MEN1, which encodes menin protein, is the most frequently mutated gene in pancreatic neuroendocrine neoplasms (pNEN). Pleiotrophin (PTN) was reported being a downstream factor of menin and to promote metastasis in different tumor entities. In this study, the effect of menin and its link to PTN were assessed on features of pNEN cells and outcome of pNEN patients. The expression of menin and PTN in pNEN patient tissues were examined by qRT-PCR and western blot and compared to their metastasis status.
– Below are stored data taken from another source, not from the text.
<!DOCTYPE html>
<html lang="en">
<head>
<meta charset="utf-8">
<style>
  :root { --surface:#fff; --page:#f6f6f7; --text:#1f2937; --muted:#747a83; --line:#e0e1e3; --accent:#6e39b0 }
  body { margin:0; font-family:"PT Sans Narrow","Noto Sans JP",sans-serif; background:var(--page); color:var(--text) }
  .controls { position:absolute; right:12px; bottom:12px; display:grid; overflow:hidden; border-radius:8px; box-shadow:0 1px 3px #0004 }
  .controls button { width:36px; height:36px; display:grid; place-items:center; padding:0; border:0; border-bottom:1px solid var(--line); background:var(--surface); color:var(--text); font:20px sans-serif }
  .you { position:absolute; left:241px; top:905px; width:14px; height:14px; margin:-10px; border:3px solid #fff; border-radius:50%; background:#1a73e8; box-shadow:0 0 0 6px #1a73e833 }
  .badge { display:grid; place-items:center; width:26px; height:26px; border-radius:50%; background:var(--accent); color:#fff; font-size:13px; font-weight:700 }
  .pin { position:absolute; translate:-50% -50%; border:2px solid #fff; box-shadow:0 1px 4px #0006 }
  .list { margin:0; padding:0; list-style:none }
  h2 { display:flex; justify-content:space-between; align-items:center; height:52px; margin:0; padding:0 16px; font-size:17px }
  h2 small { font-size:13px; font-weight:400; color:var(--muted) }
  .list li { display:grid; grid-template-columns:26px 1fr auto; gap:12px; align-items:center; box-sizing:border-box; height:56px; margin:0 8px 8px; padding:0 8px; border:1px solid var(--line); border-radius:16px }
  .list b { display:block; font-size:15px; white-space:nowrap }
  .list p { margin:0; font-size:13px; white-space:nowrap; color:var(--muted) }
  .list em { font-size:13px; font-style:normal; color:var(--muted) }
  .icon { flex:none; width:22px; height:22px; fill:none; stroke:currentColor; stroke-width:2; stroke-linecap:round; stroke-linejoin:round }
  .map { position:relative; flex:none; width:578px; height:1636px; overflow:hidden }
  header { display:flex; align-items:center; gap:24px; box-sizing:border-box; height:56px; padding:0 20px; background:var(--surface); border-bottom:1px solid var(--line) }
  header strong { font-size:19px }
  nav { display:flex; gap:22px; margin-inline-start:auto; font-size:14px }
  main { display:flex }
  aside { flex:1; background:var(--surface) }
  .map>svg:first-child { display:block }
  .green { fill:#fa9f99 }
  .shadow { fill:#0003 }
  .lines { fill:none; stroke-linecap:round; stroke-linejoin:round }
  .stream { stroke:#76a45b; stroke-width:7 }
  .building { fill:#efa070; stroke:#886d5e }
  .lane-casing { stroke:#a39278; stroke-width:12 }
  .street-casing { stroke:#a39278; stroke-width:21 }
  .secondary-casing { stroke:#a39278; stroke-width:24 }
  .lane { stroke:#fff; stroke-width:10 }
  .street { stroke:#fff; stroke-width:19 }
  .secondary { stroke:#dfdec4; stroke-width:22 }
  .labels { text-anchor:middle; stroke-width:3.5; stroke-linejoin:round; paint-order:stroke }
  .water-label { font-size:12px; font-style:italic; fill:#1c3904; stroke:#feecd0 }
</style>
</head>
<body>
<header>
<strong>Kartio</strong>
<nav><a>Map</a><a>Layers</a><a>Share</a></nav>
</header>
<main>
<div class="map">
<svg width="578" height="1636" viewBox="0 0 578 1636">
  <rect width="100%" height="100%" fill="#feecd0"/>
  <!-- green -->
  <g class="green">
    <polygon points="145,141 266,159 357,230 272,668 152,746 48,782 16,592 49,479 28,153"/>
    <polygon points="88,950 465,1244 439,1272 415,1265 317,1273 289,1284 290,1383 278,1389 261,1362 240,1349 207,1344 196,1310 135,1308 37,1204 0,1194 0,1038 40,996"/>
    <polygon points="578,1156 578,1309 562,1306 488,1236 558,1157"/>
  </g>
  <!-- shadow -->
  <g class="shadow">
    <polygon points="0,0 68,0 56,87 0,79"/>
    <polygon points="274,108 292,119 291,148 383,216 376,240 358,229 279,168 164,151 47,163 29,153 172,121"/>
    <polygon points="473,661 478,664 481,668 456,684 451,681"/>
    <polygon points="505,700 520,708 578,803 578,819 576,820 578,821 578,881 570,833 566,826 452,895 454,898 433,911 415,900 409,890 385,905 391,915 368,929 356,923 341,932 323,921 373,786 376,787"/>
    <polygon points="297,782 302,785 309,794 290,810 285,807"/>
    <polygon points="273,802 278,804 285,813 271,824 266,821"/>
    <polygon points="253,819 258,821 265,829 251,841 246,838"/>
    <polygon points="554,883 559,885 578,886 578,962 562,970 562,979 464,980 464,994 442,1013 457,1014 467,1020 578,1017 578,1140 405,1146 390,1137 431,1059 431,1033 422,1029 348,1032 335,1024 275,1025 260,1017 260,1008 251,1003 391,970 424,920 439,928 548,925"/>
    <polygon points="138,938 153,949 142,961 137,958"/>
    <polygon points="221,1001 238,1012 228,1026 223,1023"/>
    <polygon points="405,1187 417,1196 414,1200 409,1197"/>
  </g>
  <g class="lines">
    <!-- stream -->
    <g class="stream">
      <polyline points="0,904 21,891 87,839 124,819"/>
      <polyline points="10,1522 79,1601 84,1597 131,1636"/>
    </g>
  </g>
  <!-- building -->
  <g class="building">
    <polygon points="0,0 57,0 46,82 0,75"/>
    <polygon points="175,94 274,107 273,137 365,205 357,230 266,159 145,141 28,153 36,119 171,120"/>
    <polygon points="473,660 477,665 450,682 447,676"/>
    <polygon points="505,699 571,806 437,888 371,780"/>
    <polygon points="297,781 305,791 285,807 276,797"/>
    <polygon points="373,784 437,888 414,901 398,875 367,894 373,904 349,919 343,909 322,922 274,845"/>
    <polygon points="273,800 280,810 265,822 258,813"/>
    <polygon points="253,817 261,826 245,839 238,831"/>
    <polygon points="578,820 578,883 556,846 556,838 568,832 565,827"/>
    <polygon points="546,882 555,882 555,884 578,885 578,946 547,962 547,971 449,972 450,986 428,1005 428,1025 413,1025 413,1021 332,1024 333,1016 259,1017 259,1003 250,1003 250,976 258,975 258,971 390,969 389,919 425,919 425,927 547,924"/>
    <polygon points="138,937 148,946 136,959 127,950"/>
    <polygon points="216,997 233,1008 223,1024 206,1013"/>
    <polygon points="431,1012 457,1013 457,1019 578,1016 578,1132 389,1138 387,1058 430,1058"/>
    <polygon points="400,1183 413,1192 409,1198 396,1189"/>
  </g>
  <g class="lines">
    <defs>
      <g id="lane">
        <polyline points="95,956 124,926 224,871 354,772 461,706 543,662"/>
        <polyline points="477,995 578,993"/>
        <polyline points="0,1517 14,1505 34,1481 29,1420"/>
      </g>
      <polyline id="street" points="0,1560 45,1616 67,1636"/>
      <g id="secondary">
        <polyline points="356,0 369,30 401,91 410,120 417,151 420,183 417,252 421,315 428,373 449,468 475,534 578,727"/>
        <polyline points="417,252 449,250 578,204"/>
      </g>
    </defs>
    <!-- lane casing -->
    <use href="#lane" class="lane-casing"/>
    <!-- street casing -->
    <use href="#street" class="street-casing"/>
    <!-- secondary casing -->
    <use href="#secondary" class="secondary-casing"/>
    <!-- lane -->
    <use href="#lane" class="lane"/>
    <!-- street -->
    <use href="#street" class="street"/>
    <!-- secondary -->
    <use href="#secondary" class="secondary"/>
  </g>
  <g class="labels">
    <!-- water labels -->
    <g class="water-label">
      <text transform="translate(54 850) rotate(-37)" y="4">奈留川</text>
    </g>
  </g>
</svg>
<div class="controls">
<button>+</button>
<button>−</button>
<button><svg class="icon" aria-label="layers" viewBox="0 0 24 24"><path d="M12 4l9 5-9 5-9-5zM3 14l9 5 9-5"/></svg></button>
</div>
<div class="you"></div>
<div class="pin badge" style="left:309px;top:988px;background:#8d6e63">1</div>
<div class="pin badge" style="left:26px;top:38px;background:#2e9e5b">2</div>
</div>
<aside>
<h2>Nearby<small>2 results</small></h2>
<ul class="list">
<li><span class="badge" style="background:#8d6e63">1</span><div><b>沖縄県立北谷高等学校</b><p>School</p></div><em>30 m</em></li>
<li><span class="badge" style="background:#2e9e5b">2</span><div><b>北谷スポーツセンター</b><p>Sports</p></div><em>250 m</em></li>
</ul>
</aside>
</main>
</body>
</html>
Functional assays, including transwell migration/invasion and scratch wound healing assays, were performed on specifically designed CRISPR/Cas9-mediated MEN1-knockout (MEN1-KO) pNEN cell lines (BON1MEN1-KO and QGP1MEN1-KO ) to study the metastasis of pNEN. Among 30 menin negative pNEN patients, 21 revealed a strong protein expression of PTN. This combination was associated with metastasis and shorter disease-free survival. Accordingly, in BON1MEN1-KO and QGP1MEN1-KO cells, PTN protein expression was positively associated with enhanced cell migration and invasion, which could be reversed by PTN silencing. PTN is a predicting factor of metastatic behavior of menin-deficient-pNEN. In vitro, menin is able to both promote and suppress the metastasis of pNEN by regulating PTN expression depending on the tumoral origin of pNEN cells.